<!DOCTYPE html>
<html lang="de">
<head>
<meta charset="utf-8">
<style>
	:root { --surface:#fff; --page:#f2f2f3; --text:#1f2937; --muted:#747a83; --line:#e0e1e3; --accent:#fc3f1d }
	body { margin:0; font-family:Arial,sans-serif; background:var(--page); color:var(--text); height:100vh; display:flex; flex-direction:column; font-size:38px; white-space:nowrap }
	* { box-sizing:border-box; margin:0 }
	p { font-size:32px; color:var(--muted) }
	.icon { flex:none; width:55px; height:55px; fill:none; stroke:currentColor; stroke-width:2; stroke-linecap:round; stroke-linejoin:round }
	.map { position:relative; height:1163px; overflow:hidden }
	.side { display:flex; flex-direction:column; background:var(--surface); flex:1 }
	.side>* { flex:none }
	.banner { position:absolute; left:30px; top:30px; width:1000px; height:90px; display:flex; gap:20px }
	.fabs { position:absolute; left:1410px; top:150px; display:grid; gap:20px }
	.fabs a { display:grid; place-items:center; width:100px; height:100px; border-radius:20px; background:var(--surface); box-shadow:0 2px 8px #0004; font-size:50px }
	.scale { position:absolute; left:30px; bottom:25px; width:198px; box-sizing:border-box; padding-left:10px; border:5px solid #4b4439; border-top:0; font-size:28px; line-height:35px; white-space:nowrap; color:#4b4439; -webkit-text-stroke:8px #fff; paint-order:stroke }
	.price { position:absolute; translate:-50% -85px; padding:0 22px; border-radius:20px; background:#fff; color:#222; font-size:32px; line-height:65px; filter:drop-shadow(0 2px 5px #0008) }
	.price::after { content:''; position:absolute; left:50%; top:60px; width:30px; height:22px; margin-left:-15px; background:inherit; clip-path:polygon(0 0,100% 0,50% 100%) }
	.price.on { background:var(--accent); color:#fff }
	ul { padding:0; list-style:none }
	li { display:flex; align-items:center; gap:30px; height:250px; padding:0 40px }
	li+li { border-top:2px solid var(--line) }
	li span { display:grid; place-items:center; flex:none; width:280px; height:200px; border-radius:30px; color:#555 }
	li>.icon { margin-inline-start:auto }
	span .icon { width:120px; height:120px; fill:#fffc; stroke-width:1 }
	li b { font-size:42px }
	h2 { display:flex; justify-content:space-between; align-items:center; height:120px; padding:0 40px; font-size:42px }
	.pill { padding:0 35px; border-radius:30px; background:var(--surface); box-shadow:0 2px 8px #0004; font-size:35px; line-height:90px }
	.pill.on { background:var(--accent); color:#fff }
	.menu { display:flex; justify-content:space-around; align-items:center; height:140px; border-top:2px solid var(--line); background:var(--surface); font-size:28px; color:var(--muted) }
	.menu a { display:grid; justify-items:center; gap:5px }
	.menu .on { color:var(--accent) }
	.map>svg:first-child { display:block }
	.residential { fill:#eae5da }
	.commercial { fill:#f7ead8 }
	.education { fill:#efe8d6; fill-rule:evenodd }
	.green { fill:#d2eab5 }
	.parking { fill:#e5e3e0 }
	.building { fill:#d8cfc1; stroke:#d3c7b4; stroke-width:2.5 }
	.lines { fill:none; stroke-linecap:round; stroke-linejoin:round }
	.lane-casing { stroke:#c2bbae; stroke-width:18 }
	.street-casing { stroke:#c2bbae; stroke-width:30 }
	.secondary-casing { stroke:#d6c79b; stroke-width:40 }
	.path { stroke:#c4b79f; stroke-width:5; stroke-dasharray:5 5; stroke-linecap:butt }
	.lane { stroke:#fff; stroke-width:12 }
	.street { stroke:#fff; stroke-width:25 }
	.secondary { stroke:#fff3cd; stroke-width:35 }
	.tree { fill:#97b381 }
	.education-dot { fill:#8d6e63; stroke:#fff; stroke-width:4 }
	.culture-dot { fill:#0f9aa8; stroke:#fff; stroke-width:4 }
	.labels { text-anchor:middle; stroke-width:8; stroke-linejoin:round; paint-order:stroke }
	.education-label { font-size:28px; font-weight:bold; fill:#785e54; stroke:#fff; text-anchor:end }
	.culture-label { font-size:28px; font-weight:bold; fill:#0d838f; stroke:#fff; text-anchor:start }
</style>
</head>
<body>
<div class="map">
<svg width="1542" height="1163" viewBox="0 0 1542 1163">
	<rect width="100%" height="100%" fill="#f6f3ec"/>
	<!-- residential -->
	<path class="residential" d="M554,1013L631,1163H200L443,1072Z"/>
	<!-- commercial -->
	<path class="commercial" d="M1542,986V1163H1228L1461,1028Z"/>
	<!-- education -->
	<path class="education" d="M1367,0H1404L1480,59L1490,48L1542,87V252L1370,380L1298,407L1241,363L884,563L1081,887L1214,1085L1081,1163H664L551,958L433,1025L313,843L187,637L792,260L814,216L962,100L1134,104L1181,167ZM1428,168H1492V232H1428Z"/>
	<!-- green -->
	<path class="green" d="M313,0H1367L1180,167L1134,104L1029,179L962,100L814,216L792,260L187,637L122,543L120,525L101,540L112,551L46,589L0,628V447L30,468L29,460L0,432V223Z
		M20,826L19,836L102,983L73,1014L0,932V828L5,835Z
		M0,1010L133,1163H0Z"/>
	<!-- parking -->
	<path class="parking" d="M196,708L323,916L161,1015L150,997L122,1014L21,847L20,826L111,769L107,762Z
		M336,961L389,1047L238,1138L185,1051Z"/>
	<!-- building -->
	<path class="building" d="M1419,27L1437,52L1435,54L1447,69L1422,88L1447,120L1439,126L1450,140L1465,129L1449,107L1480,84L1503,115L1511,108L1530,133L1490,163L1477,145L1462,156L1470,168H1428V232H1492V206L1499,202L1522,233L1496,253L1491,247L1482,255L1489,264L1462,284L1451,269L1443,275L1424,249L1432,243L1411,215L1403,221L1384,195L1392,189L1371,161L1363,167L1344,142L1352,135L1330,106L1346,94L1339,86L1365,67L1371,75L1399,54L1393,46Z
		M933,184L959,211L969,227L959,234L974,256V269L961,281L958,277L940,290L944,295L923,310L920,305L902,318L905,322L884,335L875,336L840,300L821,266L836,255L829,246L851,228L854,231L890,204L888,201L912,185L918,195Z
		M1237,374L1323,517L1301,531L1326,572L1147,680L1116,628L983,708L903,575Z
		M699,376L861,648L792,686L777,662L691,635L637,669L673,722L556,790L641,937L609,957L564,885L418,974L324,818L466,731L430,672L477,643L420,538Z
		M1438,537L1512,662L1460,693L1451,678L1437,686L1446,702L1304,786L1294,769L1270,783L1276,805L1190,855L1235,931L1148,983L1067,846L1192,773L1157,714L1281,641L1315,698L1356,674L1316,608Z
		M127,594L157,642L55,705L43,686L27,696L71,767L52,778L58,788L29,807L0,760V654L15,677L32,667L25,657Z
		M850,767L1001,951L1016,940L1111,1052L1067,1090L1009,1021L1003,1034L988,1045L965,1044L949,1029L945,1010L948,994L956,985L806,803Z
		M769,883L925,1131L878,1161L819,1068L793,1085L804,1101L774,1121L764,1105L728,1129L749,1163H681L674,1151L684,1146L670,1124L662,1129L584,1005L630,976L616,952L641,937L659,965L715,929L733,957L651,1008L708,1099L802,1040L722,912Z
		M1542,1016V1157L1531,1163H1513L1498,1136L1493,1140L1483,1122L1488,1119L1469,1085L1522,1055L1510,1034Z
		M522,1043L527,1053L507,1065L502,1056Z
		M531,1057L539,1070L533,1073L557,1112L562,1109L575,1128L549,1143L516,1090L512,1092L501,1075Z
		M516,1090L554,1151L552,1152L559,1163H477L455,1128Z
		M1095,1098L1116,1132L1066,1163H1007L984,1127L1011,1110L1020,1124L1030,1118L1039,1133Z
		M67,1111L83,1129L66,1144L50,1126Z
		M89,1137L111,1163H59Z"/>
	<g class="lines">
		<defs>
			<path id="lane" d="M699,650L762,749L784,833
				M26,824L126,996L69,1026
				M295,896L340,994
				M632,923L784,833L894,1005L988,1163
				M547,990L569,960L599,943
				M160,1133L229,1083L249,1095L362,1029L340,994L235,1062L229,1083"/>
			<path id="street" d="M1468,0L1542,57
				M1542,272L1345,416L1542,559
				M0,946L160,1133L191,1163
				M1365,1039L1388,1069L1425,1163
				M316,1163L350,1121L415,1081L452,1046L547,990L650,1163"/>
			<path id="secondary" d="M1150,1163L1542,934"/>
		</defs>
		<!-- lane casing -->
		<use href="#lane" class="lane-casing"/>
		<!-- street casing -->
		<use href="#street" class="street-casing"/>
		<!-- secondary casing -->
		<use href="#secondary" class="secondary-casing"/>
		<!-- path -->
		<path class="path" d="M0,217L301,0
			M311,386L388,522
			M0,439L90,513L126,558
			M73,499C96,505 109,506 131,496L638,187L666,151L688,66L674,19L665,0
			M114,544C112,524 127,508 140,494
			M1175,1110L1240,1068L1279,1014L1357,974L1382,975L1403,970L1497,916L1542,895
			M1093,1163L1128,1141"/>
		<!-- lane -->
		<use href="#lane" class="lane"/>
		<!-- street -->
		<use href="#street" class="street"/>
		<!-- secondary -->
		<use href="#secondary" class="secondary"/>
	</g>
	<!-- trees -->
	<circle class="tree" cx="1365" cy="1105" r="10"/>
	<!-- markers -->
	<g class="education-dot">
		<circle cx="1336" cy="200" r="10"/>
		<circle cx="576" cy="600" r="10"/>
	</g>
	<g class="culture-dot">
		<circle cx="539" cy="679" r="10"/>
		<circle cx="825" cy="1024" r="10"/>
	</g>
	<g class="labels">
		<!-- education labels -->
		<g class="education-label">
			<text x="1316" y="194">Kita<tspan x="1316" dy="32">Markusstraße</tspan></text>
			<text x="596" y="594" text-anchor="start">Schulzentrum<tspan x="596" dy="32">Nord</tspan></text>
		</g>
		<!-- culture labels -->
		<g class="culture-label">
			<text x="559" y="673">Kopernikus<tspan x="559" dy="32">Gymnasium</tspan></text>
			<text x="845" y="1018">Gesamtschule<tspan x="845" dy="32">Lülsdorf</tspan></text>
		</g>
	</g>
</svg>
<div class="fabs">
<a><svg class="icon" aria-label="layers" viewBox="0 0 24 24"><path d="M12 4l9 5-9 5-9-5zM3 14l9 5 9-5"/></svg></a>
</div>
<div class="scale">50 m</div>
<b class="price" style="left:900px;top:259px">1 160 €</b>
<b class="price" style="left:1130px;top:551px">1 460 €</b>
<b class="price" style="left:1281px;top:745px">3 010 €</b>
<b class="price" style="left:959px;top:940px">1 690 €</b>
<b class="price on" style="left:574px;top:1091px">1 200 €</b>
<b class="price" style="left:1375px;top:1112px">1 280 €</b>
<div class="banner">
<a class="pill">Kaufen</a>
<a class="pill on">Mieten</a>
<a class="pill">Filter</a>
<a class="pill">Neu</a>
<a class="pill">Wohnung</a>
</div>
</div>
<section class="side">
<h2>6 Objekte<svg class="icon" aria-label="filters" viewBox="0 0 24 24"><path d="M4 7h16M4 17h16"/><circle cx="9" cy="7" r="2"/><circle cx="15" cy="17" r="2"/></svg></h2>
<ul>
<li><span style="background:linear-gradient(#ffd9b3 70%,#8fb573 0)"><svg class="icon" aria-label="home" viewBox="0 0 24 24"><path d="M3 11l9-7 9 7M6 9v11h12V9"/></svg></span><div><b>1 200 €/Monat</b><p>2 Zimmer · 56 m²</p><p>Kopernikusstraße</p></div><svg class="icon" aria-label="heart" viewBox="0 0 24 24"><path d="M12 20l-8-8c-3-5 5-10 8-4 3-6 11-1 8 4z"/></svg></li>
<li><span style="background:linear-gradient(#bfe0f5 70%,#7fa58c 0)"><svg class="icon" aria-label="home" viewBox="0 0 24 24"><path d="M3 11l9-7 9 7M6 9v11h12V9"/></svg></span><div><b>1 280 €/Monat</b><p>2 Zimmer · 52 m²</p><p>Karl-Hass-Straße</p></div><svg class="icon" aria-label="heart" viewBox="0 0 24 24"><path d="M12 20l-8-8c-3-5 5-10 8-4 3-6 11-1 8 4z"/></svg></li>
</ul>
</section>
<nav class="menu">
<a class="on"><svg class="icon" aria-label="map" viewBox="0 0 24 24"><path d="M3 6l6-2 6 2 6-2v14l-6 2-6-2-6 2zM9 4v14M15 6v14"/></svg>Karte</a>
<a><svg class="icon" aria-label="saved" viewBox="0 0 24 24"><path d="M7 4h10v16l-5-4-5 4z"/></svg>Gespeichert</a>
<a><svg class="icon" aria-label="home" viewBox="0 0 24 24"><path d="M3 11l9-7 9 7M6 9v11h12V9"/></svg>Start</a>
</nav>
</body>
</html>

----------------

Instructions for the task – Find the number of lines in the entries above that hold the string "linecap", and write only that number.

Answer to this task – 3